The present invention makes copper, chromium and zinc form CuZn owing to adopt said components and preparation method 4And CrZn 17Intermetallic compound second phase, this intermetallic compound second phase fusing point is high, and hardness is high, and stability is strong, is distributed in the crystal boundary place more, in creep process, stablizes crystal boundary and hinders dislocation motion, improves the creep resistance of alloy, reaches creep resisting effect.Secondly, Ti also can generate hard TiZn with zinc 15Second phase, disperse is distributed in matrix, improves the creep-resistant property of alloy.Second is broken mutually in the process of under 240~320 ℃ of temperature, pushing, and makes these second be on good terms more tiny and disperse distributes, and can effectively improve alloy creep-resistant property and over-all properties.Simultaneously added Al again, crystal grain thinning impels the second phase uniform particles to distribute simultaneously, has reduced gathering partially of detrimental impurity, thereby has effectively suppressed the fragility tendency and the corrosion tendency of material, has improved creep-resistant property, mechanical property and the corrosion resistance nature of alloy.In addition,, improved the recrystallization temperature of alloy, effectively suppressed growing up of alloy recrystallization crystal grain, further improved the creep-resistant property of alloy owing to the adding of alloying elements such as Cu, Cr and Ti.The mechanism of action of each component in alloy is specified in down:
Cr is dissolved in zinc at normal temperatures hardly, Cr ability crystal grain thinning, and reinforced alloys, chromium and zinc can generate hard and stable intermetallic compound CrZn 17Be distributed in the crystal boundary place, in creep process, stablize crystal boundary and hinder dislocation motion, improve the creep resistance of alloy, reach creep resisting effect; Cr has improved the recrystallization temperature of alloy, has effectively suppressed growing up of alloy recrystallization crystal grain, has further improved the creep-resistant property of alloy.Experiment showed, that the too low grain refining of Cr content is not obvious, and almost do not have CrZn 17Generate, little to improving the creep-resistant property effect; But content (massfraction %) surpasses at 3.0% o'clock, intermetallic compound CrZn 17Too much gather partially in crystal boundary, the plasticity of alloy reduces greatly.Therefore we fix on to Cr content (massfraction %) at 0.05~3.0% o'clock, and the creep-resistant property and the over-all properties of alloy are best.
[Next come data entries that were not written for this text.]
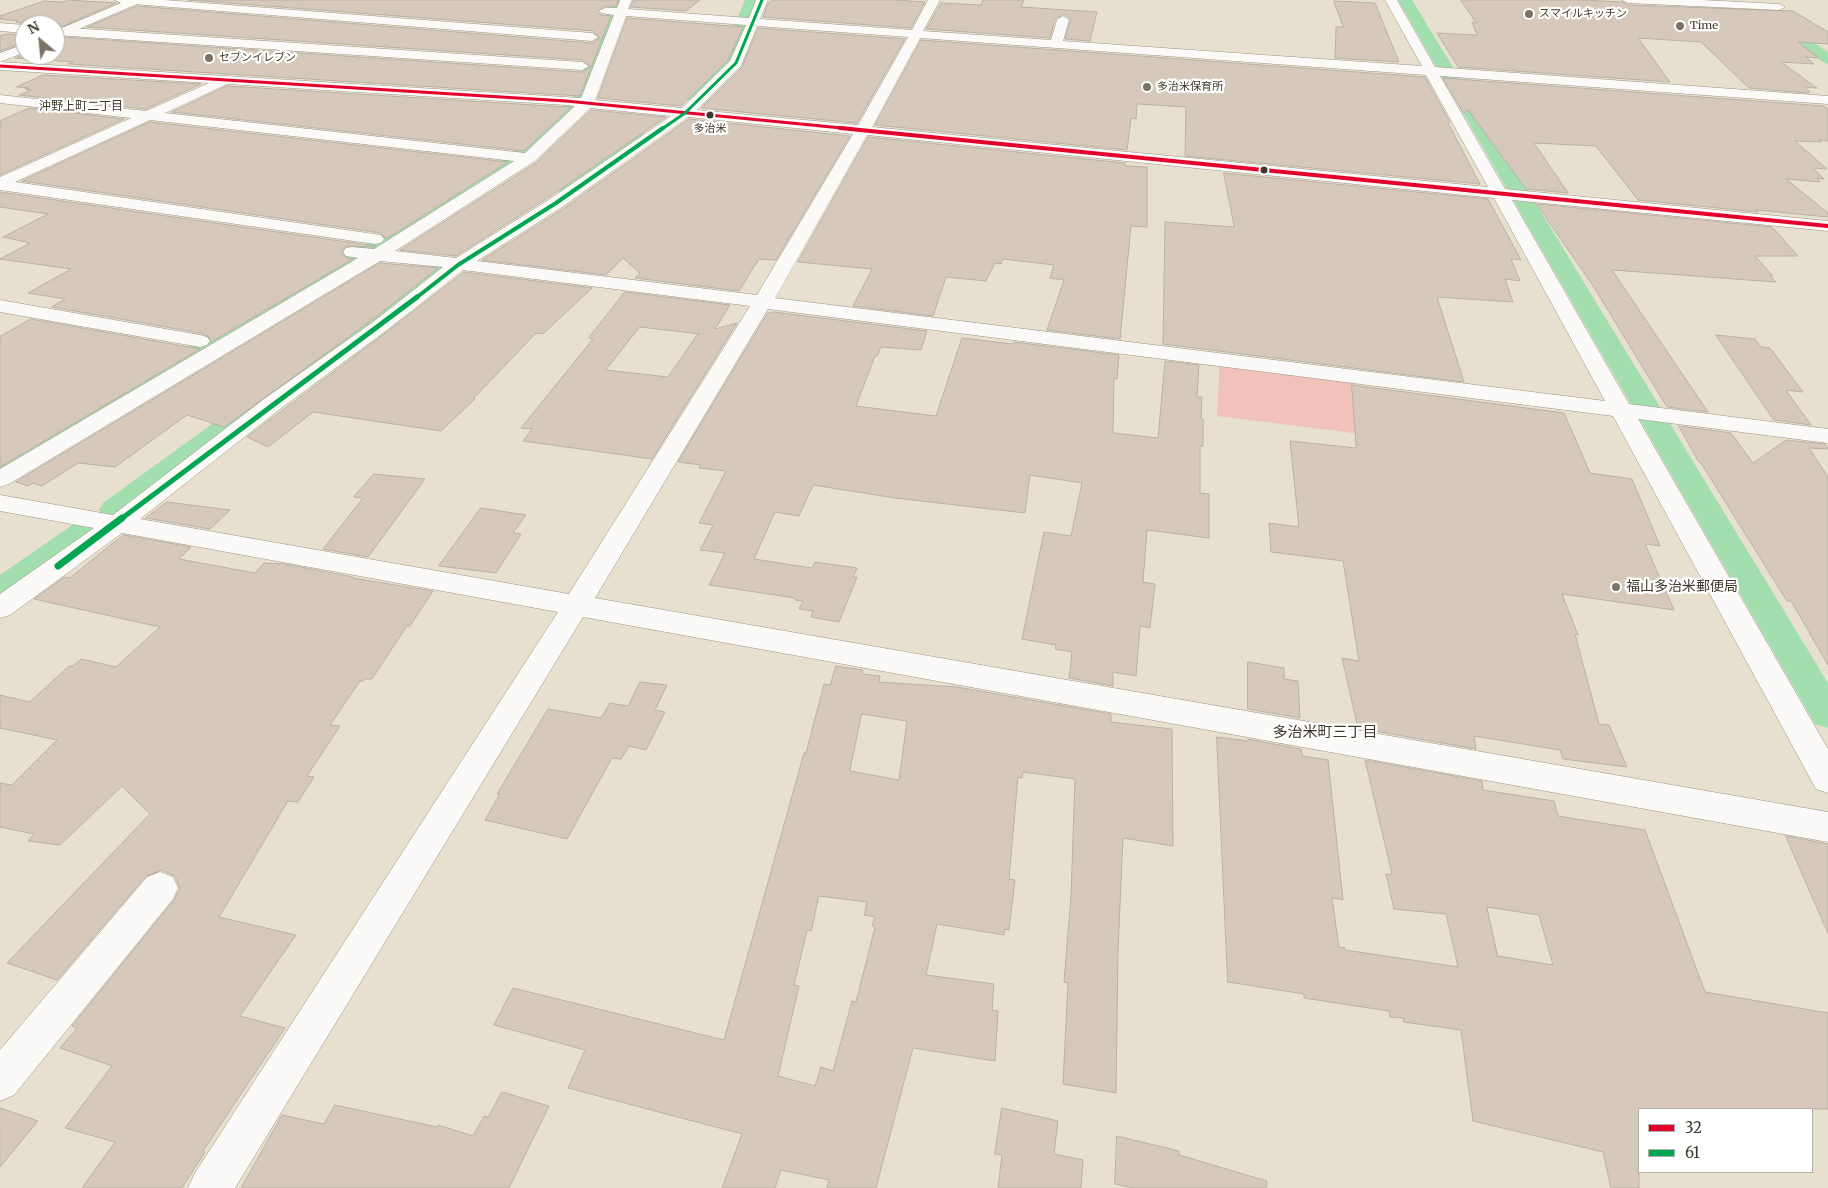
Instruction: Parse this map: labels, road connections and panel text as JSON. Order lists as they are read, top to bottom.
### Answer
{
  "districts": ["沖野上町二丁目", "多治米町三丁目"],
  "places": [
    "スマイルキッチン",
    "Time",
    "セブンイレブン",
    "多治米保育所",
    "多治米",
    "福山多治米郵便局"
  ],
  "lines": ["transit line 61", "transit line 32"],
  "legend": ["32", "61"],
  "north": "top left"
}
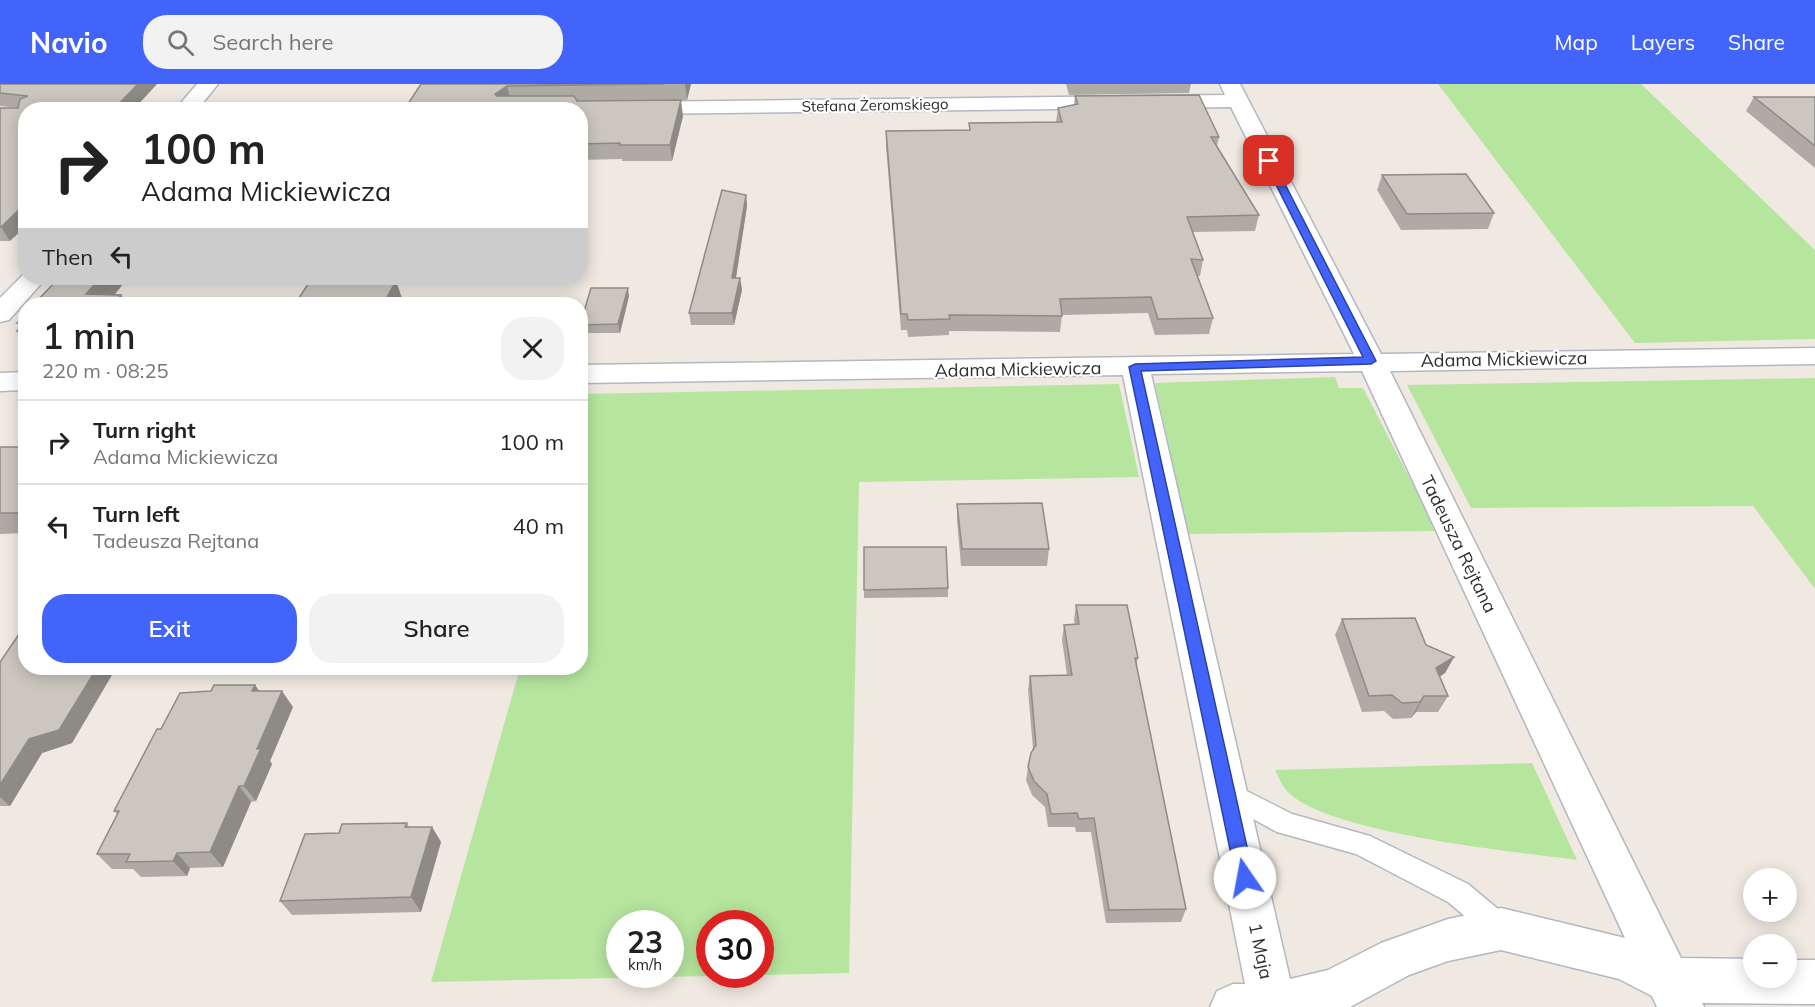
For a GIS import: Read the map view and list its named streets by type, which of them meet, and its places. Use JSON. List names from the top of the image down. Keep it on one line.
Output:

The effect of Cu mainly shows the following aspects: the one, and the Cu solid solution produces solution strengthening in the Zn matrix, and the 2nd,, form intermetallic compound ε phase (CuZn 4), produce second and strengthen mutually.The solid solubility of Cu in zinc is very little under the normal temperature, can be known by phasor, and when copper content (massfraction %) surpassed 1.25%, copper can generate ε (CuZn mutually with zinc 4) be distributed in crystal boundary, make alloy have excellent creep-resistant property and good comprehensive performances; When copper content is too low, the alloy strengthening DeGrain, and can not generate ε phase (CuZn 4) or generate very little, therefore to almost not influence of creep-resistant property; When the copper too high levels, the ε phase (CuZn that the crystal boundary place generates 4) cause alloy plasticity sharply to descend too much, through a large amount of analysis of experimentss, fix on copper content (massfraction %) between 0.5~2.5% at last, could guarantee the over-all properties that alloy also can obtain like this when having good creep-resistant property.Also find in the test, when crystal boundary ε is too much mutually, can impel intergranular corrosion, make the etch resistant properties variation of alloy.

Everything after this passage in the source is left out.